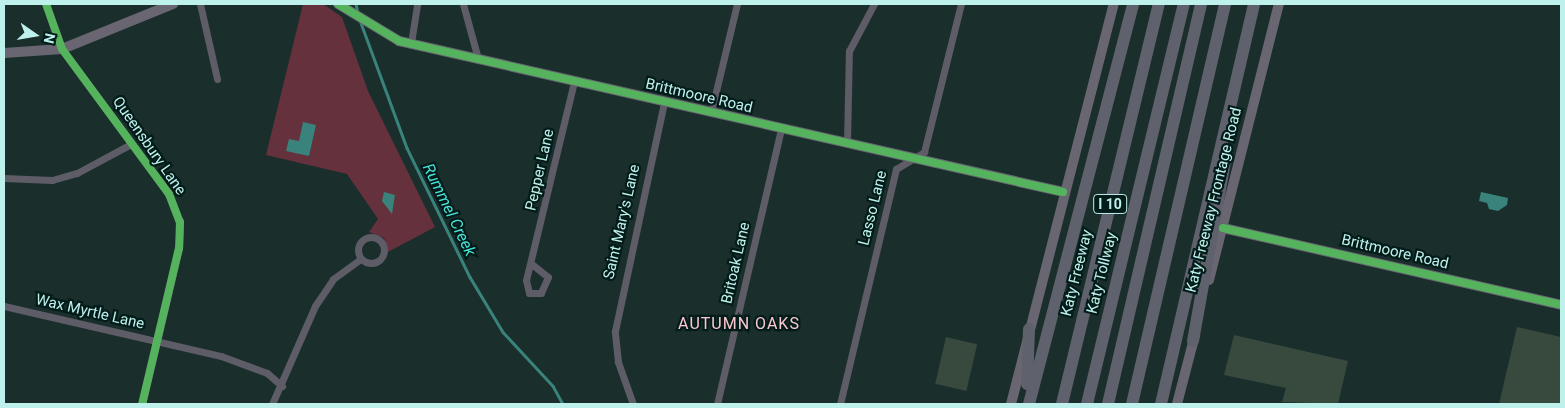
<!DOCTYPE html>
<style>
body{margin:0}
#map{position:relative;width:1565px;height:408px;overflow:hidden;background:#1a2e2c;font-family:Roboto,sans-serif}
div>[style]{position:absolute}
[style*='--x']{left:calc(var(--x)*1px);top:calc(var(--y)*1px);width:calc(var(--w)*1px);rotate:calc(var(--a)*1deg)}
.green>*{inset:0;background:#64313c}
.water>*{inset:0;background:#39837c}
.stream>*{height:2.5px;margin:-1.25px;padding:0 1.25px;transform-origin:1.25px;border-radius:1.25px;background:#39837c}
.building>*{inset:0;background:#38493e;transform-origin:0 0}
.street>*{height:7px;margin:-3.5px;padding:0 3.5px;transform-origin:3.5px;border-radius:3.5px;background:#5e5c66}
.street>.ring{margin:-3.5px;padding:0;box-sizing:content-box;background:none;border:7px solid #5e5c66;border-radius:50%}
.secondary>*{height:10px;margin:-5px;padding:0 5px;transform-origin:5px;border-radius:5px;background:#696672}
.highway>*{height:12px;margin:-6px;padding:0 6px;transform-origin:6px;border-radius:6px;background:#5f616c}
.cycleway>*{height:8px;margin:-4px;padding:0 4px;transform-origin:4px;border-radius:4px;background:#56b35d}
span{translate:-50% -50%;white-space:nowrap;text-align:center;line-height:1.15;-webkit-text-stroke:4.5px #031c1a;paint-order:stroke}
.shield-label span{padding:1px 4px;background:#031c1a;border:1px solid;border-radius:4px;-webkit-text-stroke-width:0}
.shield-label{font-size:14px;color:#bff1ec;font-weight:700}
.street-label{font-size:15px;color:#bff1ec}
.water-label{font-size:16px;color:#48e3d8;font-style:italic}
.neighbourhood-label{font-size:16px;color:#fcc8d0;letter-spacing:1px}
.frame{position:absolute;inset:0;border:5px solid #bff1ec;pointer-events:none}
.north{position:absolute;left:10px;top:10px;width:50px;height:50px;-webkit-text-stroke:4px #031c1a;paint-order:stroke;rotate:103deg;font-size:14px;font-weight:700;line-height:20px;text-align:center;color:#bff1ec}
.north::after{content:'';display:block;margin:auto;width:18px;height:22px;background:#bff1ec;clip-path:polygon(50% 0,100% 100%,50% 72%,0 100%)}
</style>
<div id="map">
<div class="green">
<div style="clip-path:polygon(303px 4px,323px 4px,342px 17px,368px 91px,435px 227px,388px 252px,384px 238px,369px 232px,378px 219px,347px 174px,266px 155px)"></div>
</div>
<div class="water">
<div style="clip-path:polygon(303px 122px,316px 125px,309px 156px,286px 151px,289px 139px,299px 141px)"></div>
<div style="clip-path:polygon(384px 192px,395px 195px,392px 214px,382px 201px)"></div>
<div style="clip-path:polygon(1481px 192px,1508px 198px,1507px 205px,1498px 211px,1489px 209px,1487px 203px,1479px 201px)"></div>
</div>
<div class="stream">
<div style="--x:356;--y:4;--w:9;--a:77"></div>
<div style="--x:361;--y:23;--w:133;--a:69.8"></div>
<div style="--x:407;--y:148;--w:144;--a:64"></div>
<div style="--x:470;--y:277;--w:64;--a:59"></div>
<div style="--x:503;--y:332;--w:74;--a:47.2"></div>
<div style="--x:553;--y:386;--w:21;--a:61"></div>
</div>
<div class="building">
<div style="clip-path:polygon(1517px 327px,1561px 337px,1561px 404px,1499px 404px)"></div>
<div style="clip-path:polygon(1234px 335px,1348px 361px,1338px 404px,1282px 402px,1286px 388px,1224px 375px)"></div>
<div style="left:946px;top:337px;width:32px;height:48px;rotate:13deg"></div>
</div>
<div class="street">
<div style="--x:46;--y:4;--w:48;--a:70.4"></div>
<div style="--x:62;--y:49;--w:180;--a:53.6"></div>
<div style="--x:169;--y:194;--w:30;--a:69"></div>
<div style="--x:180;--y:222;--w:26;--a:92"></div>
<div style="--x:179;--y:248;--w:160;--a:103.3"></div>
<div style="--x:200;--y:4;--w:77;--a:77.2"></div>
<div style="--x:463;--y:4;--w:57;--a:74.7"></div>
<div style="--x:411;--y:43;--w:39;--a:-81"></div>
<div style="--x:711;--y:112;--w:111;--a:-76.5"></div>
<div style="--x:847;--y:143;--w:92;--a:-88.8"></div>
<div style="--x:849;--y:51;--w:53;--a:-62"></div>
<div style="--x:4;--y:178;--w:48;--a:2.4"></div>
<div style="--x:52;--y:180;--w:26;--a:-16"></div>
<div style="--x:77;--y:173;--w:61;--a:-28.2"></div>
<div class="ring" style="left:358px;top:237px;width:19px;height:19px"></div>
<div style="--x:533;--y:265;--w:19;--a:39"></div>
<div style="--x:548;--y:277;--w:17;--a:114"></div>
<div style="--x:541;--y:293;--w:12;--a:180"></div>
<div style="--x:529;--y:293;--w:13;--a:-103"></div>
<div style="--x:526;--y:280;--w:205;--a:-76.4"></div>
<div style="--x:4;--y:306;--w:223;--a:13"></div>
<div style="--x:221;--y:356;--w:49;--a:20.3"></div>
<div style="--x:267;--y:373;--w:20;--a:41"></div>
<div style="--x:272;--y:404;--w:107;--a:-66.3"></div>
<div style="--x:315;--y:306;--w:32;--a:-56"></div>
<div style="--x:333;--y:279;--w:34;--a:-36"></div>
<div style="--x:633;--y:404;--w:45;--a:-109.7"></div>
<div style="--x:618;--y:362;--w:31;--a:-96"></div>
<div style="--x:615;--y:331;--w:234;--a:-77.9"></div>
<div style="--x:717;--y:404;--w:283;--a:-76.9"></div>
<div style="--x:840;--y:404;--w:242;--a:-76.6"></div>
<div style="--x:896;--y:169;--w:33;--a:-31"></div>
<div style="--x:924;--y:152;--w:153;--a:-76"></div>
</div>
<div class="secondary">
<div style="--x:338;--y:4;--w:71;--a:31.2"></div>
<div style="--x:399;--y:41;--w:681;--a:12.81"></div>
<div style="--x:4;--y:53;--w:58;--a:-3.9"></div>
<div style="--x:62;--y:49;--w:120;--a:-22.1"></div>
<div style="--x:1223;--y:228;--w:347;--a:12.8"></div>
<div style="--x:1209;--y:280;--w:285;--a:-75.8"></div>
<div style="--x:1011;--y:404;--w:413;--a:-75.6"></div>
<div style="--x:1177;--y:404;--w:71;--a:-75.4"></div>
</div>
<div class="highway">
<div style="--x:1193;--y:341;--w:188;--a:-79.9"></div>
<div style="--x:1027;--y:384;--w:55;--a:-87.9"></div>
<div style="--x:1029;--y:404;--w:413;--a:-75.4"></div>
<div style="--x:1062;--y:404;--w:412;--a:-76.4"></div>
<div style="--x:1087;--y:404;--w:412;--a:-76.4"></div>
<div style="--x:1108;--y:404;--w:411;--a:-76.9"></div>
<div style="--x:1132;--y:404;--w:411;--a:-76.9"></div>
<div style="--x:1161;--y:404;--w:411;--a:-76.9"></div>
</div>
<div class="cycleway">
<div style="--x:46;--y:4;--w:48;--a:70.4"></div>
<div style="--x:62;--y:49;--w:180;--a:53.6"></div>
<div style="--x:169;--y:194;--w:30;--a:69"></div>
<div style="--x:180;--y:222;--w:26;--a:92"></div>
<div style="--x:179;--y:248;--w:160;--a:103.3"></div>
<div style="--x:338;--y:4;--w:71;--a:31.2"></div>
<div style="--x:399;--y:41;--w:681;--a:12.81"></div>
<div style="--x:1223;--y:228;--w:347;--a:12.8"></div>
</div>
<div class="shield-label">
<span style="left:1110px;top:204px">I 10</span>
</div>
<div class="street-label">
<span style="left:699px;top:96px;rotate:13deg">Brittmoore Road</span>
<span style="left:149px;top:146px;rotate:55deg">Queensbury Lane</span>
<span style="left:540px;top:170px;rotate:-77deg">Pepper Lane</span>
<span style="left:1214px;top:200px;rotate:-76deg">Katy Freeway Frontage Road</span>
<span style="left:873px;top:208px;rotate:-76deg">Lasso Lane</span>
<span style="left:622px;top:222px;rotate:-77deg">Saint Mary's Lane</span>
<span style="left:1395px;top:252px;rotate:13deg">Brittmoore Road</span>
<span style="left:736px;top:263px;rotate:-77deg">Britoak Lane</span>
<span style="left:1077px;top:273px;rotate:-76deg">Katy Freeway</span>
<span style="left:1102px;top:273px;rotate:-76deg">Katy Tollway</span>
<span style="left:90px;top:312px;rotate:13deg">Wax Myrtle Lane</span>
</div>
<div class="water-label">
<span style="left:449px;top:210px;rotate:64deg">Rummel Creek</span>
</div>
<div class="neighbourhood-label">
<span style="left:739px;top:324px">AUTUMN OAKS</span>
</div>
<div class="frame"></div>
<div class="north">N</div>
</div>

**WORK TASK**
Scan the data for lines containing "stream" and copy all of them.

**RESULT**
.stream>*{height:2.5px;margin:-1.25px;padding:0 1.25px;transform-origin:1.25px;border-radius:1.25px;background:#39837c}
<div class="stream">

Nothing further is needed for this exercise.